Now that you're warmed up, it's time to play the real game.

A second compartment opens, this time labeled Dirac dice. Out of it falls a single three-sided die.

As you experiment with the die, you feel a little strange. An informational brochure in the compartment explains that this is a quantum die: when you roll it, the universe splits into multiple copies, one copy for each possible outcome of the die. In this case, rolling the die always splits the universe into three copies: one where the outcome of the roll was 1, one where it was 2, and one where it was 3.

The game is played the same as before, although to prevent things from getting too far out of hand, the game now ends when either player's score reaches at least 21.

Using the same starting positions as in the example above, player 1 wins in `444356092776315` universes, while player 2 merely wins in `341960390180808` universes.

Using your given starting positions, determine every possible outcome. Find the player that wins in more universes; in how many universes does that player win?

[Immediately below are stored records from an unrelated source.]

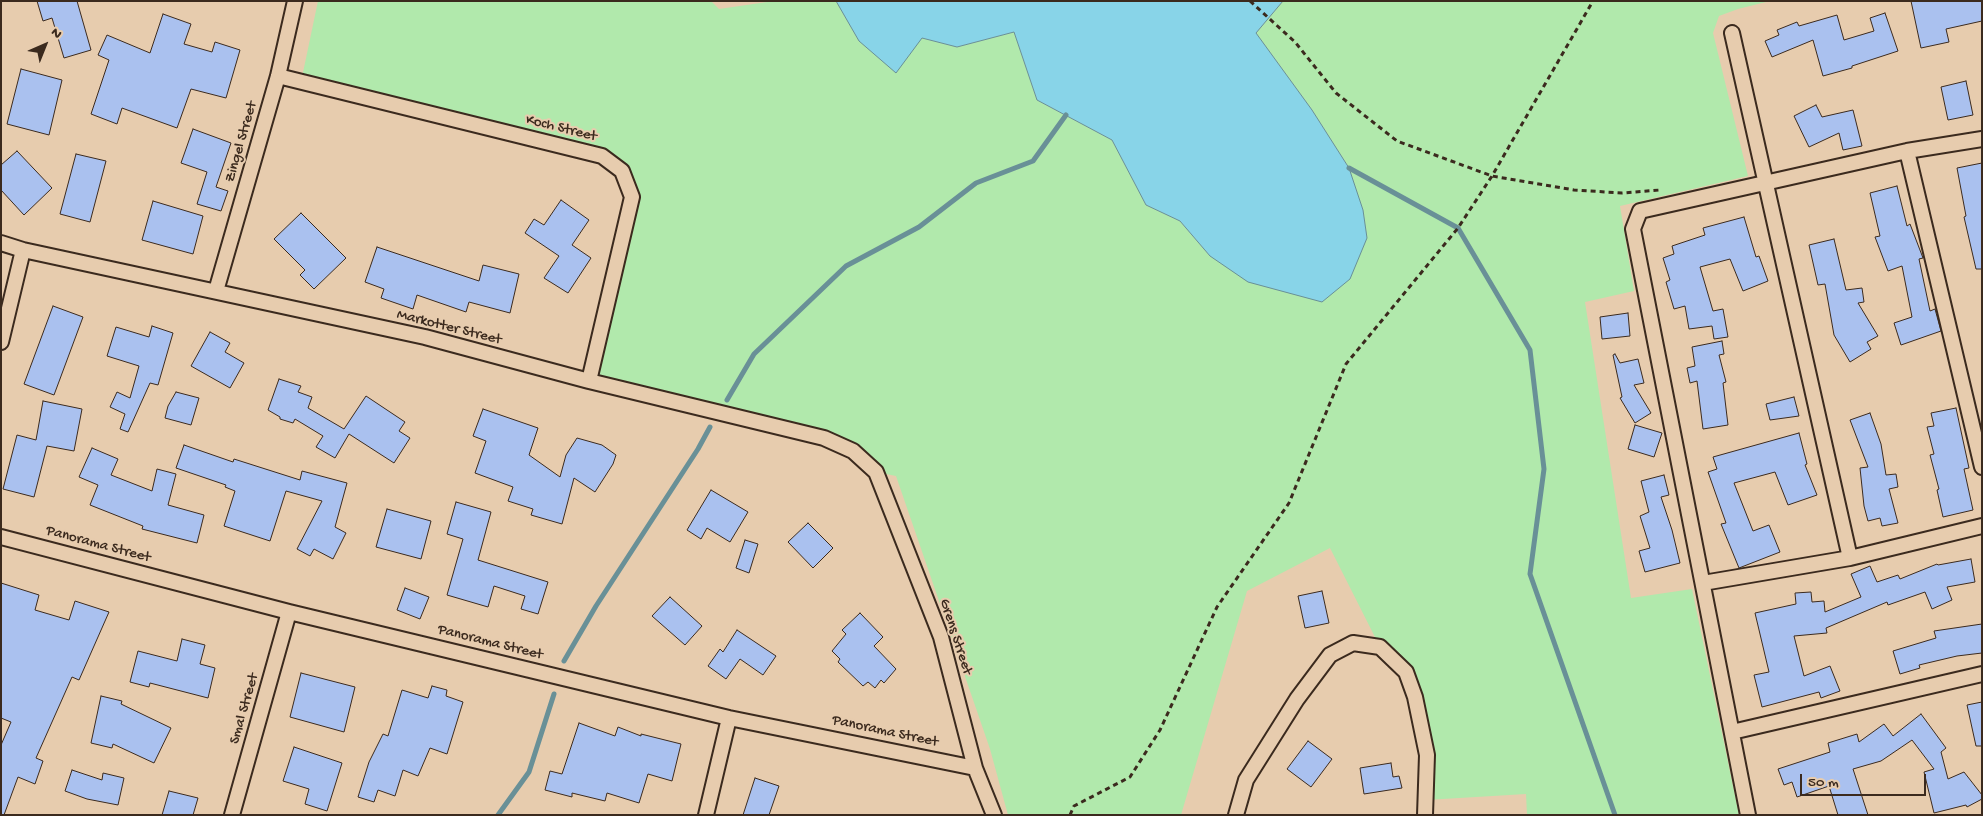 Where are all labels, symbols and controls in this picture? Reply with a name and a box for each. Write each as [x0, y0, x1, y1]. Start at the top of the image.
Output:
north arrow [20, 20, 70, 70]
text: N [47, 25, 65, 43]
street label: Zingel Street [222, 100, 262, 184]
street label: Koch Street [524, 111, 598, 147]
street label: Markotter Street [395, 306, 503, 350]
street label: Panorama Street [44, 522, 152, 568]
street label: Grens Street [934, 597, 976, 677]
street label: Panorama Street [436, 621, 544, 665]
street label: Smal Street [226, 672, 264, 746]
street label: Panorama Street [830, 712, 940, 752]
scale bar [1803, 764, 1929, 796]
text: 50 m [1808, 774, 1839, 792] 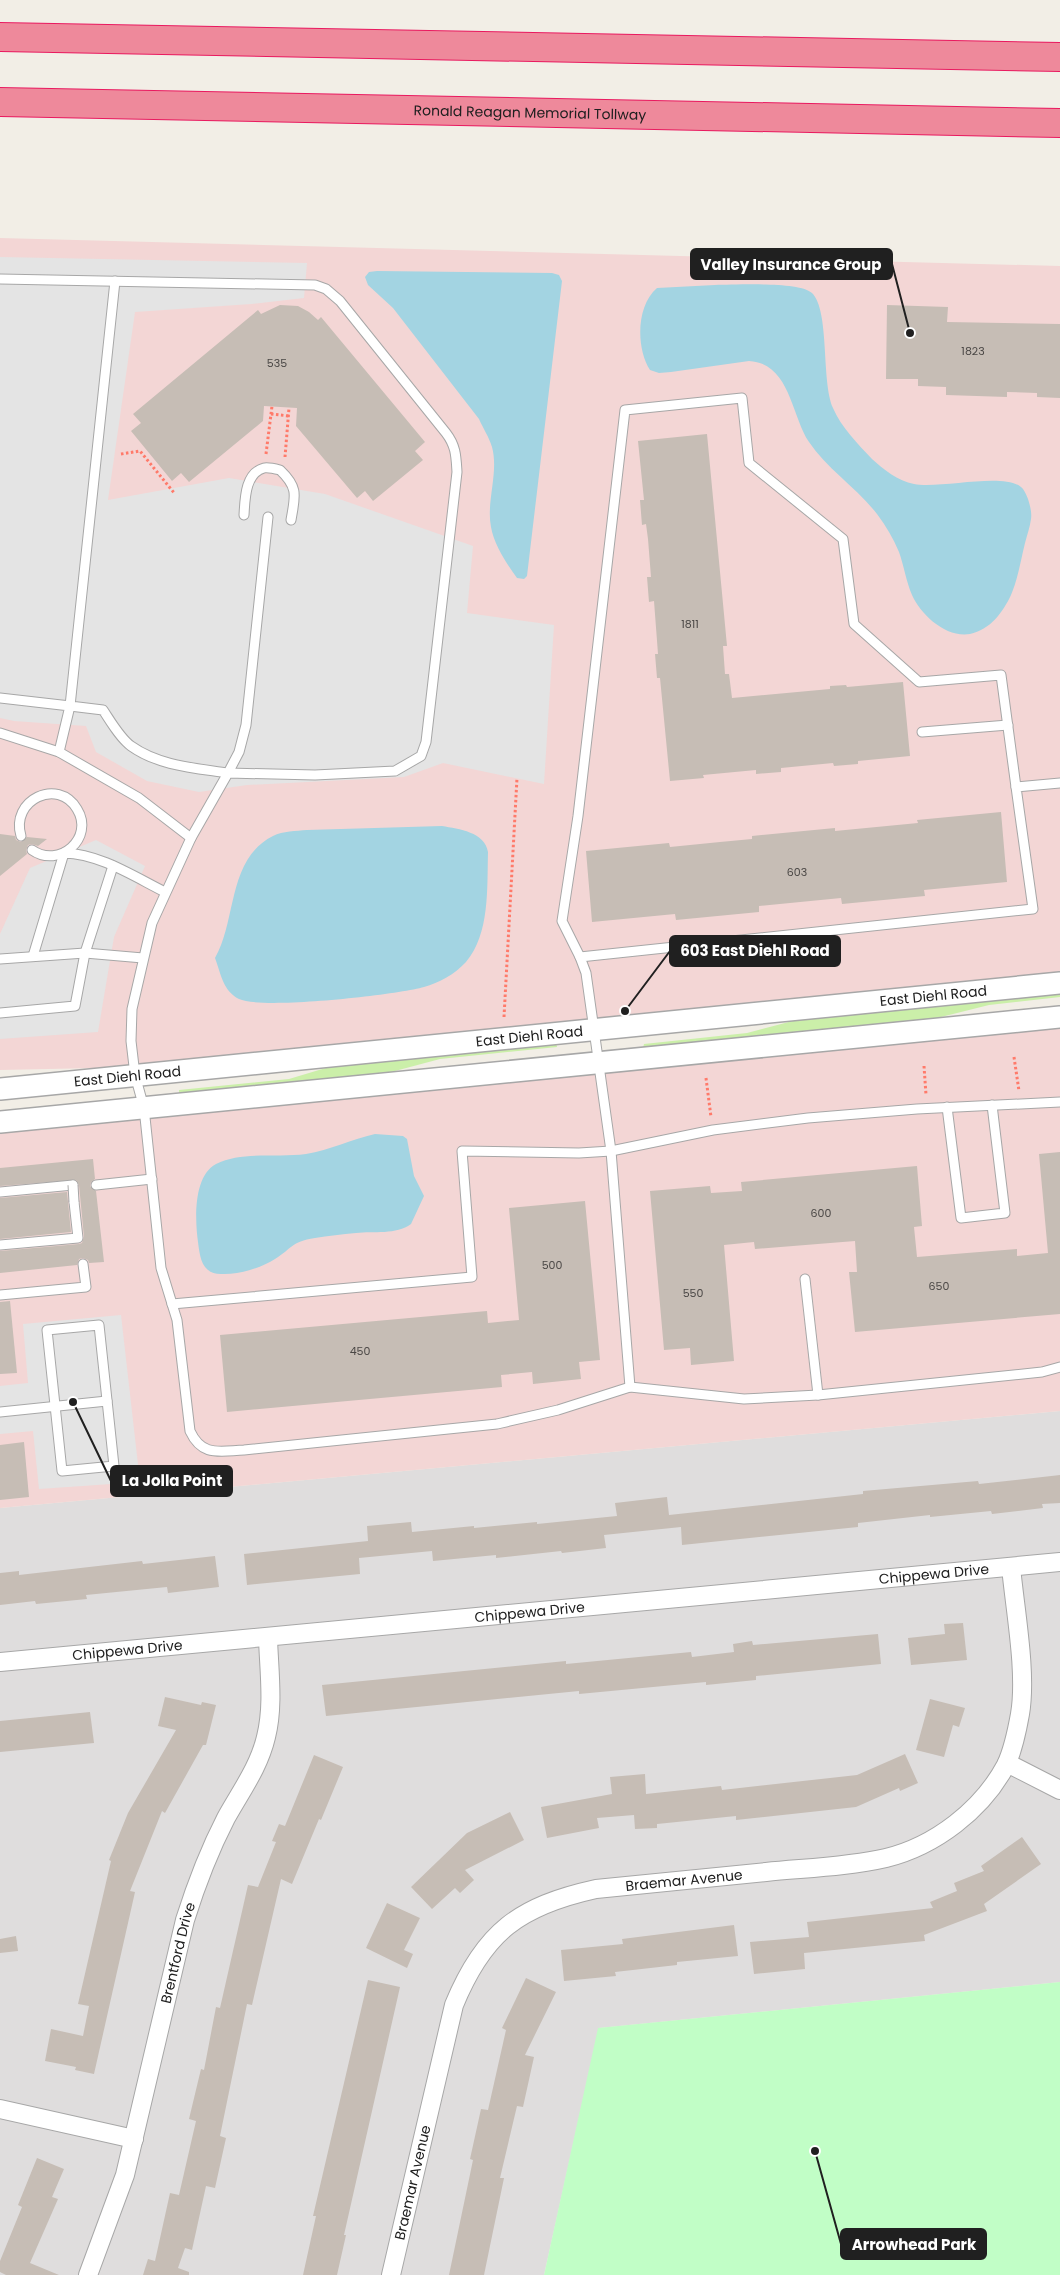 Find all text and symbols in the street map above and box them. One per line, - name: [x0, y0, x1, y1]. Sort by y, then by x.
- street label: Ronald Reagan Memorial Tollway: [413, 100, 647, 125]
- callout: Valley Insurance Group: [691, 249, 892, 279]
- text: Valley Insurance Group: [701, 254, 881, 275]
- house number: 1823: [961, 343, 985, 359]
- house number: 535: [267, 355, 287, 371]
- house number: 1811: [681, 616, 699, 632]
- house number: 603: [787, 864, 807, 880]
- callout: 603 East Diehl Road: [670, 936, 840, 966]
- text: 603 East Diehl Road: [680, 940, 830, 961]
- street label: East Diehl Road: [879, 980, 988, 1011]
- street label: East Diehl Road: [475, 1021, 584, 1051]
- street label: East Diehl Road: [73, 1061, 182, 1092]
- house number: 600: [811, 1205, 831, 1221]
- house number: 500: [542, 1257, 562, 1273]
- house number: 650: [929, 1278, 949, 1294]
- house number: 550: [683, 1285, 703, 1301]
- house number: 450: [350, 1343, 370, 1359]
- callout: La Jolla Point: [111, 1466, 232, 1496]
- text: La Jolla Point: [122, 1470, 222, 1491]
- street label: Chippewa Drive: [878, 1559, 990, 1589]
- street label: Chippewa Drive: [474, 1597, 586, 1627]
- street label: Chippewa Drive: [71, 1635, 184, 1665]
- street label: Braemar Avenue: [624, 1864, 744, 1896]
- street label: Brentford Drive: [156, 1899, 200, 2005]
- street label: Braemar Avenue: [390, 2123, 436, 2242]
- callout: Arrowhead Park: [841, 2229, 986, 2259]
- text: Arrowhead Park: [852, 2234, 977, 2255] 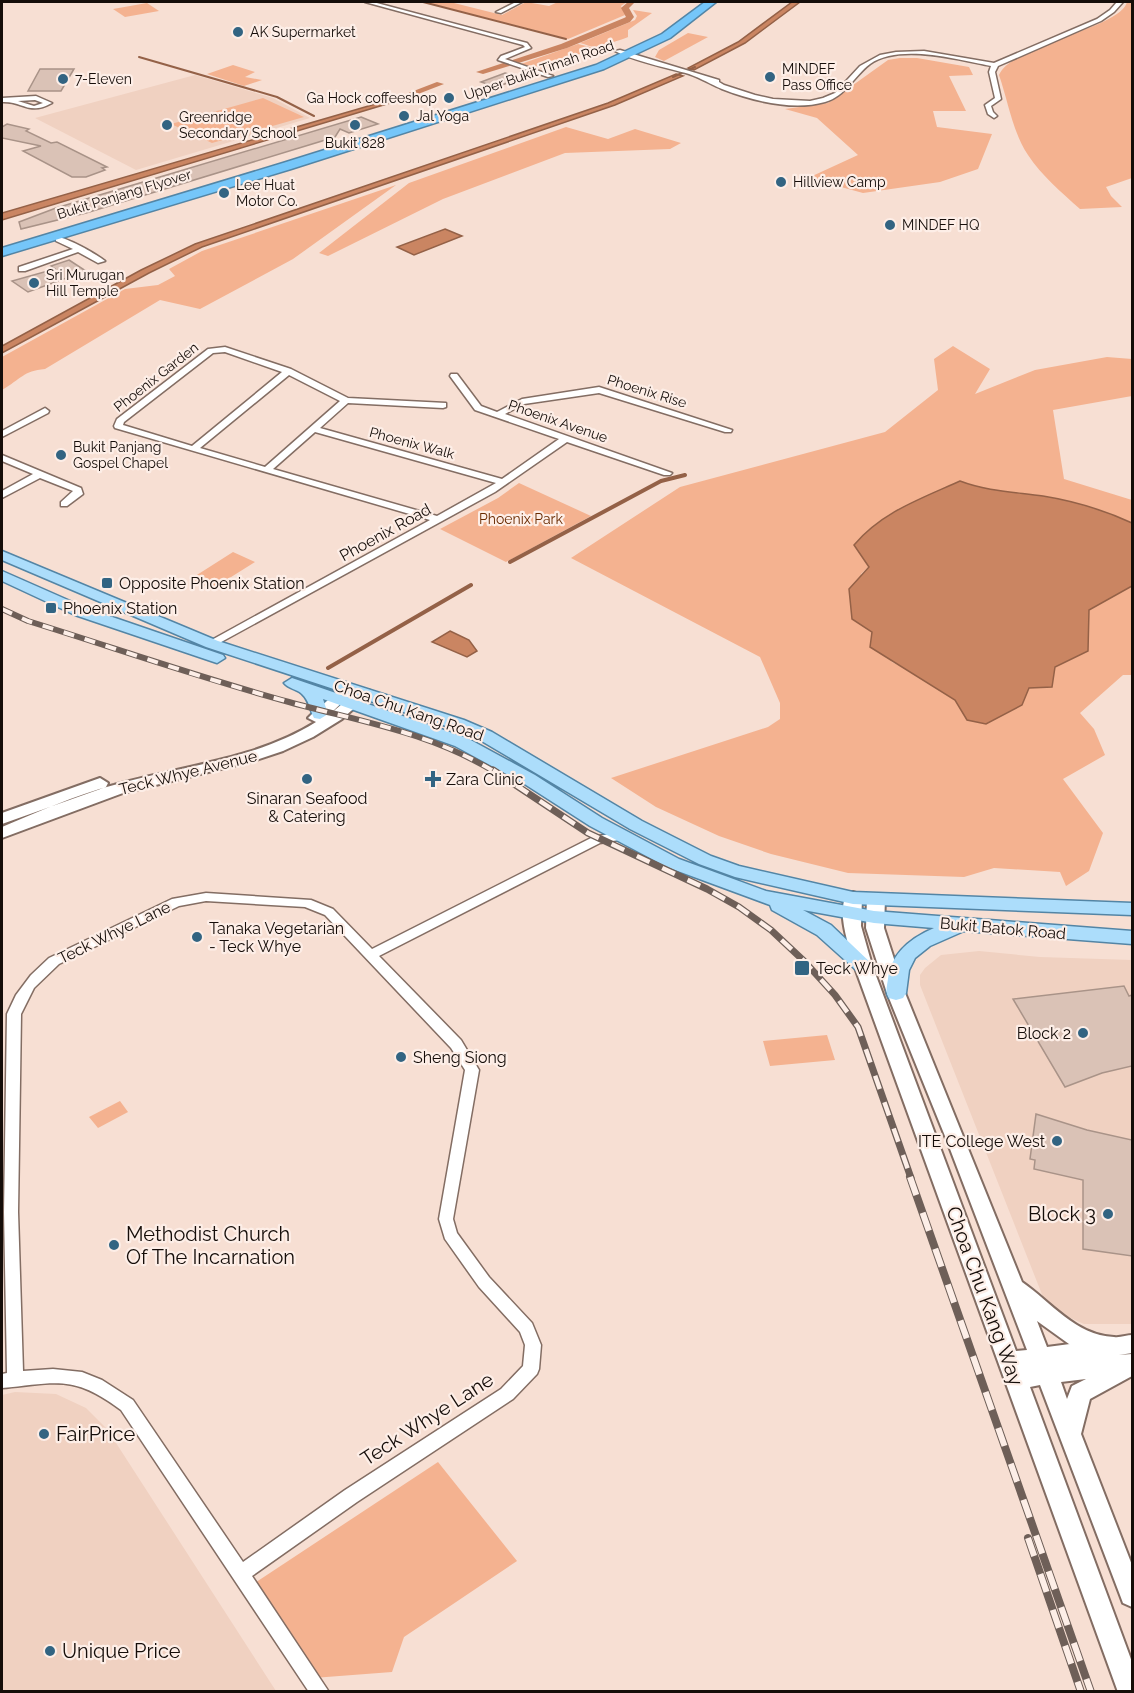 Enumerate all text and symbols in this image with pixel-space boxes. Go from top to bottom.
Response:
place label: AK Supermarket [250,24,356,40]
marker: AK Supermarket [231,25,245,39]
street label: Upper Bukit Timah Road [462,37,616,103]
place label: MINDEF Pass Office [782,61,852,93]
marker: MINDEF Pass Office [763,70,777,84]
place label: 7-Eleven [75,71,132,87]
marker: 7-Eleven [56,72,70,86]
place label: Ga Hock coffeeshop [306,90,437,106]
marker: Ga Hock coffeeshop [442,91,456,105]
place label: Jal Yoga [416,108,469,124]
place label: Greenridge Secondary School [179,109,297,141]
marker: Jal Yoga [397,109,411,123]
marker: Greenridge Secondary School [160,118,174,132]
marker: Bukit 828 [348,118,362,132]
place label: Bukit 828 [325,135,385,151]
street label: Bukit Panjang Flyover [55,166,193,222]
place label: Hillview Camp [793,174,886,190]
marker: Hillview Camp [774,175,788,189]
place label: Lee Huat Motor Co. [236,177,298,209]
marker: Lee Huat Motor Co. [217,186,231,200]
place label: MINDEF HQ [902,217,979,233]
marker: MINDEF HQ [883,218,897,232]
place label: Sri Murugan Hill Temple [46,267,124,299]
marker: Sri Murugan Hill Temple [27,276,41,290]
street label: Phoenix Garden [111,339,201,415]
street label: Phoenix Rise [605,371,689,411]
street label: Phoenix Avenue [506,397,610,445]
street label: Phoenix Walk [368,424,457,462]
place label: Bukit Panjang Gospel Chapel [73,439,168,471]
marker: Bukit Panjang Gospel Chapel [54,448,68,462]
street label: Phoenix Road [336,499,434,565]
park label: Phoenix Park [479,511,564,527]
place label: Opposite Phoenix Station [119,574,305,593]
marker: Opposite Phoenix Station [100,576,114,590]
place label: Phoenix Station [63,599,177,618]
marker: Phoenix Station [44,601,58,615]
street label: Choa Chu Kang Road [331,676,486,745]
street label: Teck Whye Avenue [117,746,259,799]
marker: Zara Clinic [424,770,442,788]
place label: Zara Clinic [446,770,524,789]
marker: Sinaran Seafood & Catering [300,772,314,786]
place label: Sinaran Seafood & Catering [247,789,367,826]
street label: Teck Whye Lane [55,897,173,968]
street label: Bukit Batok Road [939,914,1067,943]
place label: Tanaka Vegetarian - Teck Whye [209,919,344,956]
marker: Tanaka Vegetarian - Teck Whye [190,930,204,944]
marker: Teck Whye [793,959,811,977]
place label: Teck Whye [816,959,898,978]
place label: Block 2 [1017,1024,1071,1043]
marker: Block 2 [1076,1026,1090,1040]
place label: Sheng Siong [413,1048,507,1067]
marker: Sheng Siong [394,1050,408,1064]
place label: ITE College West [918,1132,1046,1151]
marker: ITE College West [1050,1134,1064,1148]
place label: Block 3 [1028,1202,1096,1226]
street label: Choa Chu Kang Way [941,1203,1029,1389]
marker: Block 3 [1101,1207,1115,1221]
place label: Methodist Church Of The Incarnation [126,1222,295,1269]
marker: Methodist Church Of The Incarnation [107,1238,121,1252]
street label: Teck Whye Lane [356,1367,498,1471]
place label: FairPrice [56,1422,135,1446]
marker: FairPrice [37,1427,51,1441]
place label: Unique Price [62,1639,181,1663]
marker: Unique Price [43,1644,57,1658] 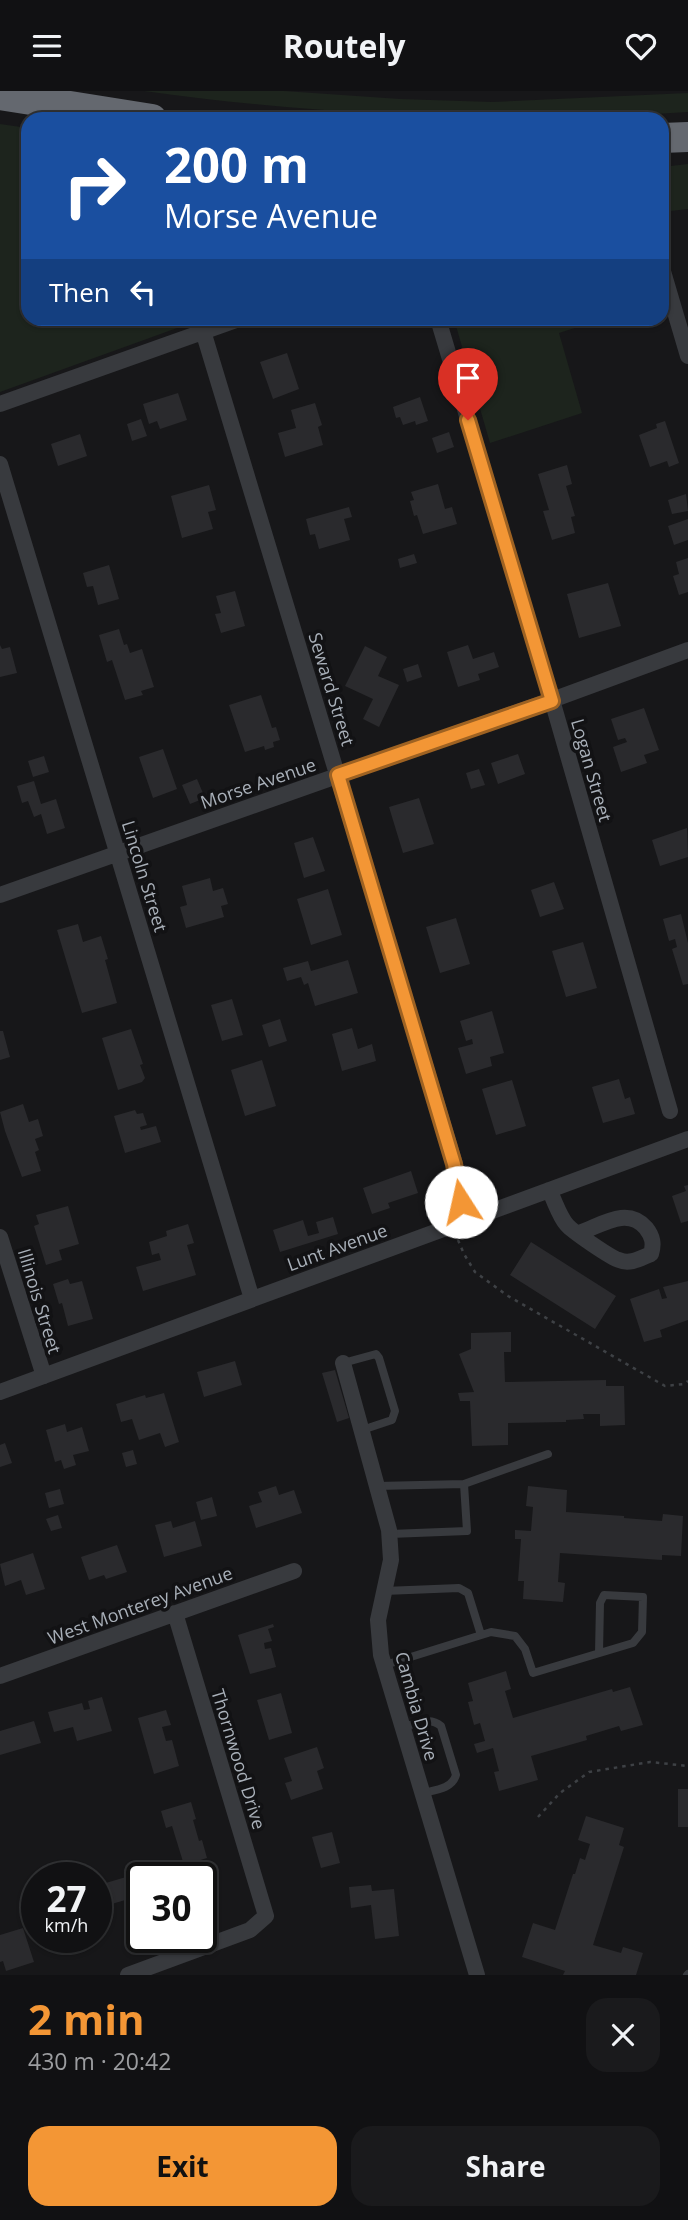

It's time to build some trees again. I was mostly disappointed that I didn't get to build a new die for this one, I built the original one as a generator with hopes that building a more complex die was gonna play a role in this second part.

Instead, we got multiverse puzzle and lots and lots of die rolling.

Few helpers to get started.

Game can only finish after each 3 rolls since that's when the new score is counted. For the game played in part 2, the score to get is 21 (I originally forgot that part, turns out playing to 1000 is quite a lot).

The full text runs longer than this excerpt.